The average price of a new car is around $48,000 today. That’s up from roughly $30,000 in 2012.

And we can assume that new-car prices will steadily march higher. It’s just basic economics.

But in the used-car market, a lot of other factors are in play.

In recent years, used-car prices got absurdly close to new-car prices. As recently as the end of last year, some estimates put the average used-car price at around $33,500.

They got so high that even Consumer Reports told folks to “consider buying a new car.”

That’s no longer the case…

We’re finally seeing a bit of wiggle room in the used-car market. In fact, the Consumer Price Index for used cars and trucks is down about 10% from its January 2022 high.

With the Power Gauge’s help, we can look at this situation from another angle…

In short, used-car retailer CarMax (KMX) is struggling to make money. The company just missed earnings expectations last week.

After the poor report, CarMax’s stock fell 13% in one day last Thursday. And as you can see in the following chart, it dropped below its long-term average. Take a look…

You’ll also notice that the Power Gauge has mostly held CarMax in “neutral” territory in recent months. That’s especially telling when you consider it was beating the market…

The stock surged roughly 53% from mid-March through early August. Meanwhile, the S&P 500 Index only gained around 15% over the same period.

But the Power Gauge wasn’t buying the uptrend. And after CarMax’s bad report last week, we now see why.

CarMax is in an incredibly tough spot today…

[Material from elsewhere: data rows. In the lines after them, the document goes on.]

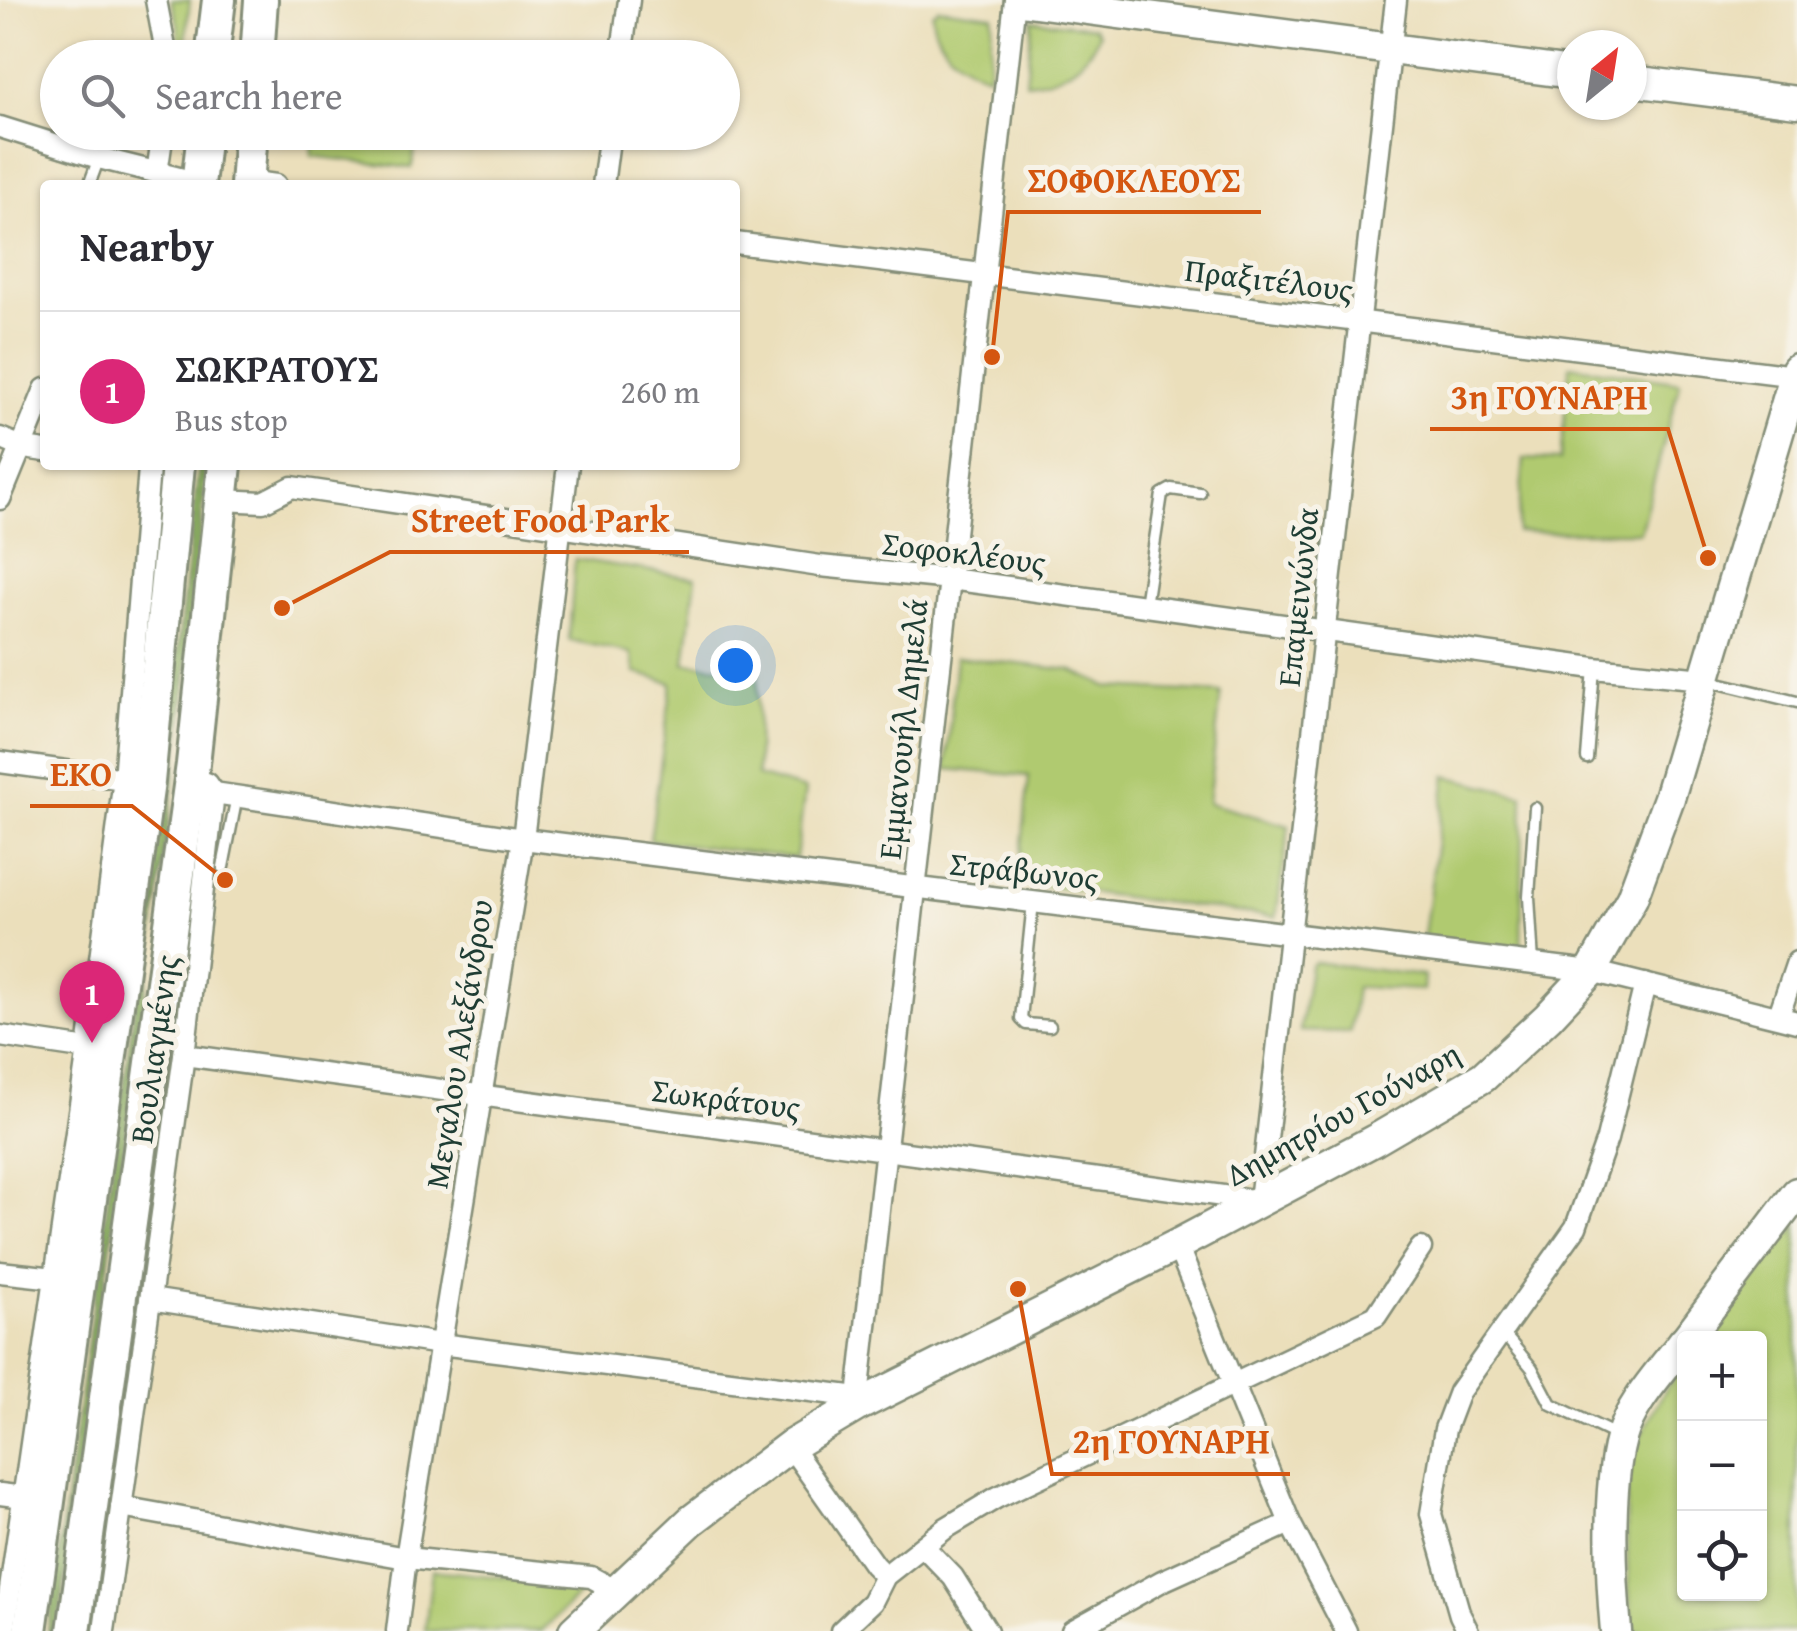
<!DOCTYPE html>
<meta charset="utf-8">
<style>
body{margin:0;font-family:"Gentium Book Plus",serif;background:#f2f2f3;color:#2b2b33}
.controls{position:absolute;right:30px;bottom:30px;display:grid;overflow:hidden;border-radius:10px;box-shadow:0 2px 8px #0004}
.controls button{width:90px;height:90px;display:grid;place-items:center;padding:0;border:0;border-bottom:2px solid #e1e1e2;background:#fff;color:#2b2b33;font:50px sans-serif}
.compass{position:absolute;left:1557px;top:30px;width:90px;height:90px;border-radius:50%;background:#fff;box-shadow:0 2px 8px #0004;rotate:30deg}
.you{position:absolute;left:735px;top:665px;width:35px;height:35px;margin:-25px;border:8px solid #fff;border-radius:50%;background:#1a73e8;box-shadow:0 0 0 15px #1a73e833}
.badge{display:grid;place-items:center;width:65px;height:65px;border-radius:50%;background:#db2777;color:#fff;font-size:32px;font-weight:700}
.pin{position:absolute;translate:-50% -82px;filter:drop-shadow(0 2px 5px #0008)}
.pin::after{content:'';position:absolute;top:52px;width:35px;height:30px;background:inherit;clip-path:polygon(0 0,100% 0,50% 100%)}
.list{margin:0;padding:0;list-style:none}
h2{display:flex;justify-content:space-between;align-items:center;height:130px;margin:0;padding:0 40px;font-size:42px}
h2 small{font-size:32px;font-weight:400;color:#7c7c81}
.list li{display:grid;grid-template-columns:65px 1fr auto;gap:30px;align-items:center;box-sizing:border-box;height:160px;padding:0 40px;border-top:2px solid #e1e1e2}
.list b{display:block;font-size:38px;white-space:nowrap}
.list p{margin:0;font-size:32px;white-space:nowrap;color:#7c7c81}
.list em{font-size:32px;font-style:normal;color:#7c7c81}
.icon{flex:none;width:55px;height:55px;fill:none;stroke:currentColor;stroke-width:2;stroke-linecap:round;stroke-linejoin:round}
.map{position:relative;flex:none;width:1797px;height:1631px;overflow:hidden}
.search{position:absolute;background:#fff;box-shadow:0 2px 8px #0004;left:40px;top:40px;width:700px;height:110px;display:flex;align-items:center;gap:25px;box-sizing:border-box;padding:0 35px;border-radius:55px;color:#7c7c81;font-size:38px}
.panel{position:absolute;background:#fff;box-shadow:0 2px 8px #0004;left:40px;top:180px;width:700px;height:290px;border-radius:10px}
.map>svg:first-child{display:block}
.green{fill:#b0ca6f;stroke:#688452;stroke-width:2.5}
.forest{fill:#8cae62;stroke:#56764b;stroke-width:2.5}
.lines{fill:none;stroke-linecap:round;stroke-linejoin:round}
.lane-casing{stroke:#858e78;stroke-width:15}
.street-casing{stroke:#858e78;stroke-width:25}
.secondary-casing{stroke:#858e78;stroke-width:35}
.primary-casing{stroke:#858e78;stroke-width:38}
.lane{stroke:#fff;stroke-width:10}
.street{stroke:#fff;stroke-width:20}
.secondary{stroke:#fff;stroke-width:30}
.primary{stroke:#fff;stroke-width:32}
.labels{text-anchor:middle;stroke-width:10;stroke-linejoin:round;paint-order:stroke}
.street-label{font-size:32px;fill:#1f3d34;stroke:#f7f3e8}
.leader{fill:none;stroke:#d45610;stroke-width:4}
.callout-dot{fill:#d45610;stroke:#f7f3e8;stroke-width:4}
.callout-label{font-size:35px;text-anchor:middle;font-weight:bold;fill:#d45610;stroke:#f7f3e8;stroke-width:10;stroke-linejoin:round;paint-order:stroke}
</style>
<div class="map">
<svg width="1797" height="1631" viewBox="0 0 1797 1631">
<rect width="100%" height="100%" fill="#f7f3e8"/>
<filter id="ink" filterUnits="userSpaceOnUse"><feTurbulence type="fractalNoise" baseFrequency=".01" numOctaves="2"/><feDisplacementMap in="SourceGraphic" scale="20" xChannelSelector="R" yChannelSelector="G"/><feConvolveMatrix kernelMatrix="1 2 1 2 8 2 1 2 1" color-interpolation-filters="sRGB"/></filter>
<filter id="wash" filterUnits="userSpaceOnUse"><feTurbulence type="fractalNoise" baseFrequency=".0048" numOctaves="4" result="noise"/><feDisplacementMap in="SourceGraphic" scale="40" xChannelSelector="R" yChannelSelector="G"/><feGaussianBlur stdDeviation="2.25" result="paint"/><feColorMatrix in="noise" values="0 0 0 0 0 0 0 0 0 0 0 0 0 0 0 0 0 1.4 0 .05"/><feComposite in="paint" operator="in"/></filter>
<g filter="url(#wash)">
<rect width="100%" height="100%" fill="#ebdfbb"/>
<g class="green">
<polygon points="171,0 190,0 184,57 180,57 178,24"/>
<path d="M939 8 993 15 988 75C961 67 933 43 932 13Z"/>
<path d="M1032 20 1094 27 1099 34C1086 66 1058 81 1026 83Z"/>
<polygon points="315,132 417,133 412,168 312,156"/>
<polygon points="1570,365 1680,382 1640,532 1517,532 1524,459 1560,460"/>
<polygon points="575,559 696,578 685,663 758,671 757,776 805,790 796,858 650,840 672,683 636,673 631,653 569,640"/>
<polygon points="956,657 1071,670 1109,687 1221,693 1208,803 1289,826 1276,917 1018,883 1029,776 946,769"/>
<polygon points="1446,776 1523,795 1521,954 1423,942"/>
<polygon points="1314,962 1424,976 1423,990 1356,987 1350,1032 1300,1031 1310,967"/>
<path d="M1797 1225V1631H1633C1628 1594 1622 1493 1632 1459 1643 1427 1663 1390 1684 1363V1594H1760V1338H1705Z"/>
<polygon points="432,1570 574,1585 579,1595 541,1631 425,1631"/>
</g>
<polygon class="forest" points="199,465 207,465 181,731 58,1631 48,1631 144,938"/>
</g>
<g filter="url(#ink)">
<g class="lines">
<g class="lane-casing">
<g id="lane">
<polyline points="89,185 99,158"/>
<polyline points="1145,605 1162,494 1171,489 1200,493"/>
<polyline points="1706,680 1797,702"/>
<polyline points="1587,758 1594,668"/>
<polyline points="223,867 237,796"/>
<polyline points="1033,902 1021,1019 1026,1024 1050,1026"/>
<polyline points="1533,963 1529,897 1535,808"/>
<polyline points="1502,1332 1532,1368 1551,1404 1620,1437"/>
</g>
</g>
<g class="street-casing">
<g id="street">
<polyline points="156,0 167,58"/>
<polyline points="621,58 629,0"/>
<polyline points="0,127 99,158 199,183"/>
<polyline points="157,173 163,132"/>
<polyline points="247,181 276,185"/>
<polyline points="603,185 610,132"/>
<polyline points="735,243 1795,376"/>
<polyline points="0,438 24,448 45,451"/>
<polyline points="0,499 45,389"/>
<polyline points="222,500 263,502 292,487 820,566 950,579 1594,668 1703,679"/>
<polyline points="0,762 124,779"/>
<polyline points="214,793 523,839 1591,971 1797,1022"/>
<polyline points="1779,1015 1797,962"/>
<polyline points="0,1036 88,1049"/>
<polyline points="184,1055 1260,1201 1396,0"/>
<polyline points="1177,1245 1290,1523 1346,1631"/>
<polyline points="0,1272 55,1278"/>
<polyline points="150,1299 440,1344 858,1397"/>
<polyline points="857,1406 1015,0"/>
<polyline points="790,1446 874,1565 885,1576"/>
<polyline points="0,1494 24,1497"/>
<polyline points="121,1507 406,1558 591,1577 615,1590"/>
<polyline points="924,1547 953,1577 987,1631"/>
<polyline points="4,1631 88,1049 124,779 149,468"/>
<polyline points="104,1631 184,1055 214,793 207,783"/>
<polyline points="397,1631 406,1558 523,839 568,465"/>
<polyline points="841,1631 872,1602 885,1576 946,1528 996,1498 1376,1316 1421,1248"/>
<polyline points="1072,1631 1162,1581 1290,1523"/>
<polyline points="1468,1631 1460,1615 1431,1514 1445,1429 1459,1392 1576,1227 1607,1139 1645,984"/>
</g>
</g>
<g class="secondary-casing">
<g id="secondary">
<polyline points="1020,0 1572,73"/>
<polyline points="1632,81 1797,102"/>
<polyline points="1687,1338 1797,1193"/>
<polyline points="574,1631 691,1521 790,1446 857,1406 1177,1245 1375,1140 1483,1077 1548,1017 1591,971 1632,898 1669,798 1797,369"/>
<path d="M1616 1631C1611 1577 1607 1490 1621 1438 1631 1402 1662 1371 1684 1341"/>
</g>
</g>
<g class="primary-casing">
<g id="primary">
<polyline points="212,58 219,0"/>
<polyline points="257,58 261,0"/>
<polyline points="198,185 204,132"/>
<polyline points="247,185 251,132"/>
<polyline points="30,1631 148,782 178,465"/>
<polyline points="74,1631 193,764 225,465"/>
</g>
</g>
<use href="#lane" class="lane"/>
<use href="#street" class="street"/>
<use href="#secondary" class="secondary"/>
<use href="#primary" class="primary"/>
</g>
</g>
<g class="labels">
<g class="street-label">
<text transform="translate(1269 280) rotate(7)" y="11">Πραξιτέλους</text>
<text transform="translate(964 553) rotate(7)" y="11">Σοφοκλέους</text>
<text transform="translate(1298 597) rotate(-84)" y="11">Επαμεινώνδα</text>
<text transform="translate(903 729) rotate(-84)" y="11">Εμμανουήλ Δημελά</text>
<text transform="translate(1024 871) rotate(6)" y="11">Στράβωνος</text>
<text transform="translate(459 1044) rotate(-81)" y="11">Μεγαλου Αλεξάνδρου</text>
<text transform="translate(154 1049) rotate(-82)" y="11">Βουλιαγμένης</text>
<text transform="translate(726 1099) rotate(7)" y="11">Σωκράτους</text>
<text transform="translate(1343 1114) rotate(-29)" y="11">Δημητρίου Γούναρη</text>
</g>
</g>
<path class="leader" d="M992 357L1008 212H1261M1708 558L1668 429H1430M282 608L390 552H689M225 880L132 806H30M1018 1289L1052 1474H1290"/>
<g class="callout-dot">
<circle cx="992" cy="357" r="10"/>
<circle cx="1708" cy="558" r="10"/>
<circle cx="282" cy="608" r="10"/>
<circle cx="225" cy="880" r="10"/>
<circle cx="1018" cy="1289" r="10"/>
</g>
<g class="callout-label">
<text x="1134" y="192">ΣΟΦΟΚΛΕΟΥΣ</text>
<text x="1549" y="409">3η ΓΟΥΝΑΡΗ</text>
<text x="540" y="532">Street Food Park</text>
<text x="81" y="786">EKO</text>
<text x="1171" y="1453">2η ΓΟΥΝΑΡΗ</text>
</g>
</svg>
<div class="controls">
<button>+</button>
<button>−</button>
<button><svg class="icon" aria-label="locate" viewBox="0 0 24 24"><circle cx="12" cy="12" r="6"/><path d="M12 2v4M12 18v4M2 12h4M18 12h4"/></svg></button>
</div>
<svg class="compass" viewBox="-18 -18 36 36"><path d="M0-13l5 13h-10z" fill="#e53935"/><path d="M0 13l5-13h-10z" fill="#7c7c81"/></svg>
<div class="you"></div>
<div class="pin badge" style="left:92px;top:1043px">1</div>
<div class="search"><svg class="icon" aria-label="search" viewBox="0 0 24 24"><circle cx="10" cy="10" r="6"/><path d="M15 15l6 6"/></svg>Search here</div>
<section class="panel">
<h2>Nearby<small></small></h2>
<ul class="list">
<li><span class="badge">1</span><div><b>ΣΩΚΡΑΤΟΥΣ</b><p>Bus stop</p></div><em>260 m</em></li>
</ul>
</section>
</div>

It’s full of inventory that it bought at peak prices. And now, those prices are cooling off.

Worse still, interest rates are still high. That’s keeping monthly payments expensive for any car buyers who do take out loans.

In the end, CarMax doesn’t have much of a choice. It’s being forced to drastically discount cars to close sales and clear inventory.

The company will wind up doing the exact opposite of what you want to do in business. It bought high. And at some point, it’s going to sell low.

That’s a terrible deal for CarMax. But it’s a welcome respite for everyday Americans.

Affordable used cars lower the financial burden of life…

I know it. Real estate executives know it. And working-class Americans know it.